I began working with local NGOs in Chengdu, China since 2014 to promote the practices of “listening” and “suspending judgement” and the book “Power of Dialogue”. At the end of each session participants reflected on their learning; and most participants expressed that they wanted to develop the ability to “listen attentively without interruption”. However following the workshops, there was no follow-up activity to see the extent to which participants had applied these newly learned skills at work or in personal life.
In early 2016, the long-awaited simplified Chinese edition of “The Magic of Dialogue: Transforming Conflict into Cooperation” was published. I invited Professor Guo Hong, of the Chuandao Academy, Shangming Social Development Research Centre and an influential scholar in charity works in Chengdu and the greater Sichuan area, along with CP Yen Foundation and Tien Tse Foundation, to organise a four-week workshop on “Dialogue”. This request led to two classes of 12 participants consisting of organisational executives as well as middle and upper-level managers. Contrary to our tradition of free training programs for NPOs, this was a fee-based workshop.
Participants were asked to share their reflections on applying the skills they had learned in the workshops. Most participants reported a greater willingness to listen (without interrupting), so they heard more information; they became more efficient at work, and their relationships with their spouse and children improved because of their changes in listening. Other participants expressed an increase in actively asking open questions. They felt their questions encouraged their colleagues to be more assertive in their attitudes. Executives noted changes in their communication with staff. Instead of asking their Directors “what should we do?” staff began developing solutions autonomously. One of the responses most inspiring for me was a participant's comment that “dialogue means productivity” and that dialogue could be effective in lowering communication costs overall. I shared his insight at the following CP Yen Foundation board meeting in Taipei, and our chairman, George Yen, resonated with this view. In the corporate world which values productivity, dialogue with its power to inspire and enhance productivity becomes a valuable and essential skill.
As reflected in the book titled "The Magic of Dialogue: Transforming Conflict into Cooperation", conflict can be a factor in setting back productivity. Take for example a potential conflict within an organisation: when disagreement in values occurs between individuals or within an organisation or when job responsibilities and tasks are not clearly defined, confrontations or hidden resentment can occur. As a result, issues become hidden operational costs. Emotional reactions blur the truth or the real issues at hand. Passive resistance occurs when employees who have lost their passion begin to take more leaves or omit to report potential flaws. Employee turnover is another outcome and may be the most damaging cost to the organisation. The cost of hiring, training, and mentoring new employees, plus the loss of knowledge and experience, can really hurt an organisation.
If managers and supervisors within organisations are equipped with “dialogue” skills and are willing to empathise with others, suspend subjective judgements, and raise relevant inquiries, conflicts may be resolved quickly. When they allow others to voice their views they develop greater understanding of one another. Conflicts therefore have the potential to transform into constructive results, particularly when the disagreement relates to a previously overlooked issue.

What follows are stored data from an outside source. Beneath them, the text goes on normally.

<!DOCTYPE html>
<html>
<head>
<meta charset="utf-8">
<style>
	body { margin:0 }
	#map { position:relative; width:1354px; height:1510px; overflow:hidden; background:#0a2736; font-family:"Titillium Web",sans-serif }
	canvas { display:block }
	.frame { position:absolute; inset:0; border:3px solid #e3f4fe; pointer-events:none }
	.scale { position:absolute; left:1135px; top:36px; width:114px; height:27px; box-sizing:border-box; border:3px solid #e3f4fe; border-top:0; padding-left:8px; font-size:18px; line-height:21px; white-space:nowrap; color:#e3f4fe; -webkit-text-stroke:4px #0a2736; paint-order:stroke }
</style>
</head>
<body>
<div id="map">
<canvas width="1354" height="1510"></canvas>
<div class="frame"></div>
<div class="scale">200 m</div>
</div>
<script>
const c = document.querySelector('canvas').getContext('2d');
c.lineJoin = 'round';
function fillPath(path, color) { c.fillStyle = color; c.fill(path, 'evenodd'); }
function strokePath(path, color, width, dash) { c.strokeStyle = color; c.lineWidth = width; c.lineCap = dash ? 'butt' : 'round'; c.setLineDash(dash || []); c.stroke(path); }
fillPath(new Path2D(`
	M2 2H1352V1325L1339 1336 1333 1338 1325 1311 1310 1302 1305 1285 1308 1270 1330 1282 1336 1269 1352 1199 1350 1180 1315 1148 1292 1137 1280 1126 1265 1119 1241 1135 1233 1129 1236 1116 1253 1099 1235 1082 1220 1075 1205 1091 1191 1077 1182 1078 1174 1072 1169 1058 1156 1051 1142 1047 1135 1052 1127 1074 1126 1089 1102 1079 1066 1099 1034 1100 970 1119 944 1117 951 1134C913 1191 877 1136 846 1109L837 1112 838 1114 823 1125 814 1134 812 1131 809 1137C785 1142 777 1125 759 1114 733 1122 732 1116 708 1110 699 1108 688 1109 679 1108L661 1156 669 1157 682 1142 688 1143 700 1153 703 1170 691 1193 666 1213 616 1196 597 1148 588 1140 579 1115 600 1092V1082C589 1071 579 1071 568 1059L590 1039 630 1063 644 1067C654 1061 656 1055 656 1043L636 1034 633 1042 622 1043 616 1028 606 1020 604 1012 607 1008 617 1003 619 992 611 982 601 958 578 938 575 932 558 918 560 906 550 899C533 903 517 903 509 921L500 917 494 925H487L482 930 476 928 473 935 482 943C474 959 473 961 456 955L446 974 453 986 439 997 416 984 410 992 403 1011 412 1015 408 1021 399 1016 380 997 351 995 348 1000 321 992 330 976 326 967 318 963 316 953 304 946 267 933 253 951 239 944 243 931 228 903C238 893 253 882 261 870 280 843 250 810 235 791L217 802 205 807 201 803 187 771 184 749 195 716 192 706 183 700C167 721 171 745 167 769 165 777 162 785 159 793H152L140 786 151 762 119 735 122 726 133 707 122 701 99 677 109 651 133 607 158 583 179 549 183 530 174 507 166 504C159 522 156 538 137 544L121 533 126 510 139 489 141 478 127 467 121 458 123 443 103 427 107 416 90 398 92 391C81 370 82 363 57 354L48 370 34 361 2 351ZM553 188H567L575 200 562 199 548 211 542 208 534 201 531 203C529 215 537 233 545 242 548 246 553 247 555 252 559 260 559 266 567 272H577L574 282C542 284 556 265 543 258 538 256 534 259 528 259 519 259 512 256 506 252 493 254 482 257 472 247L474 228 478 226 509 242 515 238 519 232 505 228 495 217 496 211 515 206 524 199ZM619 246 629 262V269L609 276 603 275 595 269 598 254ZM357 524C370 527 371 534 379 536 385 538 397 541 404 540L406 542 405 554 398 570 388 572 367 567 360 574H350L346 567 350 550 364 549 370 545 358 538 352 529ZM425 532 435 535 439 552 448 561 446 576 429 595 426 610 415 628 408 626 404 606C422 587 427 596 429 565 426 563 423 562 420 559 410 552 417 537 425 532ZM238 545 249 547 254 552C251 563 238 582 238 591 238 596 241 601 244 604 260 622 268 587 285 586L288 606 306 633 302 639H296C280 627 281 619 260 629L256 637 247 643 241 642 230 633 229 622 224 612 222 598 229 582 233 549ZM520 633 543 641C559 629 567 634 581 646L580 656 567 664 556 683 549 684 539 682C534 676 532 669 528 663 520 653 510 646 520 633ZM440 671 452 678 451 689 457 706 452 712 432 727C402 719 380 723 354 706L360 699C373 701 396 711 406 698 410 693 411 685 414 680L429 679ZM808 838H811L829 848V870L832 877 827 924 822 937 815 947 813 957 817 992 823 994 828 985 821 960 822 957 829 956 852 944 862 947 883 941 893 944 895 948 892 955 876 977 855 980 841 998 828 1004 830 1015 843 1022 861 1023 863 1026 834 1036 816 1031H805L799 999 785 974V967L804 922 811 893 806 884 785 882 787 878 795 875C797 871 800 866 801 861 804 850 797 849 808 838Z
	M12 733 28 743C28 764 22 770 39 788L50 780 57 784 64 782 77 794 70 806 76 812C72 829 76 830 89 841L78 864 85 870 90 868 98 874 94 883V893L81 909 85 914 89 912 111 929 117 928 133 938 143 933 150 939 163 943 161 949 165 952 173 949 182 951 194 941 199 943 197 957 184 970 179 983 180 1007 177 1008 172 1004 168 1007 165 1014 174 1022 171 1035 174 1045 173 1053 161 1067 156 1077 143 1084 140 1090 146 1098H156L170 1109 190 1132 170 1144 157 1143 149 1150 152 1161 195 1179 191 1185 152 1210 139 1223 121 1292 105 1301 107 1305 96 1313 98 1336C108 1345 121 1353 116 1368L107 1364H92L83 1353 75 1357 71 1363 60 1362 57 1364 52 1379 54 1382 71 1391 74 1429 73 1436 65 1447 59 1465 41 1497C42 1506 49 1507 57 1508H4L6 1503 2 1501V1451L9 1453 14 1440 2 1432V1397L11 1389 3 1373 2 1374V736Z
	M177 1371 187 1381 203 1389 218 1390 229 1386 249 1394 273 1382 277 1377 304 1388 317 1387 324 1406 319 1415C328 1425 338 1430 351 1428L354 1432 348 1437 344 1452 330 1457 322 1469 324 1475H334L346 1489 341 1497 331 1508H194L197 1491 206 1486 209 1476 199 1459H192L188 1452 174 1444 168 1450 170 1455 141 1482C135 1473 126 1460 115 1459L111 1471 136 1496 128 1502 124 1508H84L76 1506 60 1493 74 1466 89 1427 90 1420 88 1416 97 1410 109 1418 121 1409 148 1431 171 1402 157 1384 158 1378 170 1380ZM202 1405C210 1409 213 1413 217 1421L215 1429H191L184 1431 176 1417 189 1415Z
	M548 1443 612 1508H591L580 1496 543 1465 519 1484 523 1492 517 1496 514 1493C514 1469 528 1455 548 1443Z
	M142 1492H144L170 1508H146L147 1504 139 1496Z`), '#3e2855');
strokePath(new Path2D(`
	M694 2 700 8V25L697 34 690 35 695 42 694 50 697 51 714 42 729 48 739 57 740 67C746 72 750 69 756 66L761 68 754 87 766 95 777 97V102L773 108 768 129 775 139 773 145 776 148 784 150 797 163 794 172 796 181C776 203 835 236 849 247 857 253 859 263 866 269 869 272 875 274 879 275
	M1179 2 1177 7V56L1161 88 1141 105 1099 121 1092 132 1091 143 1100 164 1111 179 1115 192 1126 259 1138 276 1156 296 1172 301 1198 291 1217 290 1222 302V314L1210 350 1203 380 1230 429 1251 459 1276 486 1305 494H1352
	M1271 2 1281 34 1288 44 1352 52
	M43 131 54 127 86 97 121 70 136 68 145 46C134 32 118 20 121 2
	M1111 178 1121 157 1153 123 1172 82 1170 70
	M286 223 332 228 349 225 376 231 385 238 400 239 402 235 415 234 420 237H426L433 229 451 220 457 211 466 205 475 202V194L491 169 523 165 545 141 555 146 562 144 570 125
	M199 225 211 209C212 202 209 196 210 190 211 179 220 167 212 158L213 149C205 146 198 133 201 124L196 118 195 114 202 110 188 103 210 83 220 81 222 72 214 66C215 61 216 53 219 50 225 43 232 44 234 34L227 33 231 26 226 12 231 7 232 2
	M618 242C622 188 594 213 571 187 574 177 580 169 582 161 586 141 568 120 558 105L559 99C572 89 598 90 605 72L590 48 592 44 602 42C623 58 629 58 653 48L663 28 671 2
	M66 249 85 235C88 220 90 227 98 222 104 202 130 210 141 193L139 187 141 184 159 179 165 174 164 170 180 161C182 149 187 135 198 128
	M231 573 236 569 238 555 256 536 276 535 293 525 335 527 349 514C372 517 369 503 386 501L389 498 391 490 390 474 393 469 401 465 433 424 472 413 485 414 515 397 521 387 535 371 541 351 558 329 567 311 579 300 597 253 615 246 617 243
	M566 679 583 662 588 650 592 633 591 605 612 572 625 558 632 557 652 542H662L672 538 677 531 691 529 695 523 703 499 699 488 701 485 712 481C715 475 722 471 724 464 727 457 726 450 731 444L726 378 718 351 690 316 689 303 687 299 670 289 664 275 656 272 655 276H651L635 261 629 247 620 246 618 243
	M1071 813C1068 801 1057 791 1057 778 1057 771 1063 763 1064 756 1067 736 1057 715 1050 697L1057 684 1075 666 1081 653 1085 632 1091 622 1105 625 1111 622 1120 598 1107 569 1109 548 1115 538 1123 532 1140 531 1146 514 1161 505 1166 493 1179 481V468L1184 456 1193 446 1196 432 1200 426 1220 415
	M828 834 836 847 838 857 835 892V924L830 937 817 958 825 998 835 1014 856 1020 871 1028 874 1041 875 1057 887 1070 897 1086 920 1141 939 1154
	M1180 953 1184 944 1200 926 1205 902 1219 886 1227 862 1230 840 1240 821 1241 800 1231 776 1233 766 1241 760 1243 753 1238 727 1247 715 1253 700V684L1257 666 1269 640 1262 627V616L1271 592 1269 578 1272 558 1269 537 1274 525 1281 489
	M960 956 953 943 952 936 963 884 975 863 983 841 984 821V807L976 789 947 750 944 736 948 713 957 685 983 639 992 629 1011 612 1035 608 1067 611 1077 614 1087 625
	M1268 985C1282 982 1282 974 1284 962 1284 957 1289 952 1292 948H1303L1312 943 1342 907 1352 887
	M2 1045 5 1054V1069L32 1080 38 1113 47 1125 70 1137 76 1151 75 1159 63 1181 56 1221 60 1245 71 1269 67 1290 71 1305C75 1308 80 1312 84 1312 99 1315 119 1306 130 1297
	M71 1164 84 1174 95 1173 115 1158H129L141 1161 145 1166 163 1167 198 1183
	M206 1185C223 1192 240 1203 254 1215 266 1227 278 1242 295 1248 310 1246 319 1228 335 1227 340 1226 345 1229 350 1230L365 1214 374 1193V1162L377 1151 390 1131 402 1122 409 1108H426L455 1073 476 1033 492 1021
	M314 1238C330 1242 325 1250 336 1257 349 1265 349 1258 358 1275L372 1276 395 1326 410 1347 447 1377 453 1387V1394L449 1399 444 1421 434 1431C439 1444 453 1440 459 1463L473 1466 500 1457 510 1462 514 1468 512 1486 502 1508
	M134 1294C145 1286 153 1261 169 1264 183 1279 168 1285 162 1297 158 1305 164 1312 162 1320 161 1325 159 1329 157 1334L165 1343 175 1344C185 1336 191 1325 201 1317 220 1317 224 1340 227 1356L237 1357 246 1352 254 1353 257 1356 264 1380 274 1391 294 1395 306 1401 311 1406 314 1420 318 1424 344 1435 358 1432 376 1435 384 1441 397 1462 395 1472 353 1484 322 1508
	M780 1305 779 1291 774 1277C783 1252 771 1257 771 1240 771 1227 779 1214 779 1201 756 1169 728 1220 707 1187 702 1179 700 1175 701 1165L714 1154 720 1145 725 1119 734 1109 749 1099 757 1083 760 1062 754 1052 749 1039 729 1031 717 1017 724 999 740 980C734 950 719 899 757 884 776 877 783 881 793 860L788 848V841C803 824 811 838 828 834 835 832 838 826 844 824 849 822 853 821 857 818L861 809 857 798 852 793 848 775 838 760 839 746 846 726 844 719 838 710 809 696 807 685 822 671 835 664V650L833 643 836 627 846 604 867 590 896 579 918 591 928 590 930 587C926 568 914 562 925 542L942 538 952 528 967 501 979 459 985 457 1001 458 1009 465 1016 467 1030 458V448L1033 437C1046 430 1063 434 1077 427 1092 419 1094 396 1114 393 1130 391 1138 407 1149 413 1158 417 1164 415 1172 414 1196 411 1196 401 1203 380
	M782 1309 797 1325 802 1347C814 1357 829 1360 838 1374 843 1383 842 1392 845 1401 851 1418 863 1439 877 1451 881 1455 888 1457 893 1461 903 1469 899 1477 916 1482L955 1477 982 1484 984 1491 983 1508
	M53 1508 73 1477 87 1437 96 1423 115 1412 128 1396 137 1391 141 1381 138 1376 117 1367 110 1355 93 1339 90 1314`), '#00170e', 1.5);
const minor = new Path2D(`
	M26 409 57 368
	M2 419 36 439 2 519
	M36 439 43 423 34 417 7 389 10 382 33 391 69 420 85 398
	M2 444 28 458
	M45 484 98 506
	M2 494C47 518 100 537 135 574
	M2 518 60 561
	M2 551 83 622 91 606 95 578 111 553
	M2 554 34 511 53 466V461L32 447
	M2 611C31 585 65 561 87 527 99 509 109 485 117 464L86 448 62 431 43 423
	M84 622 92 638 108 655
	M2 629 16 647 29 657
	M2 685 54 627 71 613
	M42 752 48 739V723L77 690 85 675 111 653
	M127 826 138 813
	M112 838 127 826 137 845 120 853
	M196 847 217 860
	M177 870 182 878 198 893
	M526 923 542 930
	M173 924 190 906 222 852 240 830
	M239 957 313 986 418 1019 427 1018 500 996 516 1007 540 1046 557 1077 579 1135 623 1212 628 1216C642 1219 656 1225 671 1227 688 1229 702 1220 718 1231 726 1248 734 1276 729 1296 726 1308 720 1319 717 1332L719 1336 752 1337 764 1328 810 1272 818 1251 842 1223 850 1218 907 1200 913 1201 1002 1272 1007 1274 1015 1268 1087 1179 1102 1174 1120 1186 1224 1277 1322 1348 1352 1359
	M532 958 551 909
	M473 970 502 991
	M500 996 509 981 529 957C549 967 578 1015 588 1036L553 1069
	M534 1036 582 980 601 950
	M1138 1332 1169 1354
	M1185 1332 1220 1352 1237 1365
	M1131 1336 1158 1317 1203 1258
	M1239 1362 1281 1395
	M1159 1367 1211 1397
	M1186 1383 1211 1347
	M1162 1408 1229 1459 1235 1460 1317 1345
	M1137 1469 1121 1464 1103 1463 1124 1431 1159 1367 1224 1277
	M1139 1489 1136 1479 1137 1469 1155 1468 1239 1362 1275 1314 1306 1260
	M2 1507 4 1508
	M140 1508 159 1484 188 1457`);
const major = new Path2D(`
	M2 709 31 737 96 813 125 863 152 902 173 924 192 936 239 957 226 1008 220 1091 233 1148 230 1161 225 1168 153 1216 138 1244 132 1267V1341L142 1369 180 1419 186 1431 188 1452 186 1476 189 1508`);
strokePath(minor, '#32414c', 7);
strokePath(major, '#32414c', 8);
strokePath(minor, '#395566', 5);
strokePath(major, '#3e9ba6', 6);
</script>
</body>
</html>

Listening, asking questions, and delaying judgements are topics often discussed in management, communication, cross-cultural issues, and emotional management. When we look at the three requirements of dialogue: equality, empathic listening, surfacing assumptions, suspending judgements, inquiry, reflection, and advocacy, I feel dialogue is a critical soft power and productive skill which contemporary citizens must be equipped with for any situation!
The programs listed below were presented through PowerPoint presentations, images and videos of personal experiences, and materials developed by the CP Yen Foundation (CPYF).
“The Power of Dialogue” publication was the foundation for the foundation’s training sessions this year. Each 3 hour session focused on the processes of listening and suspending judgements.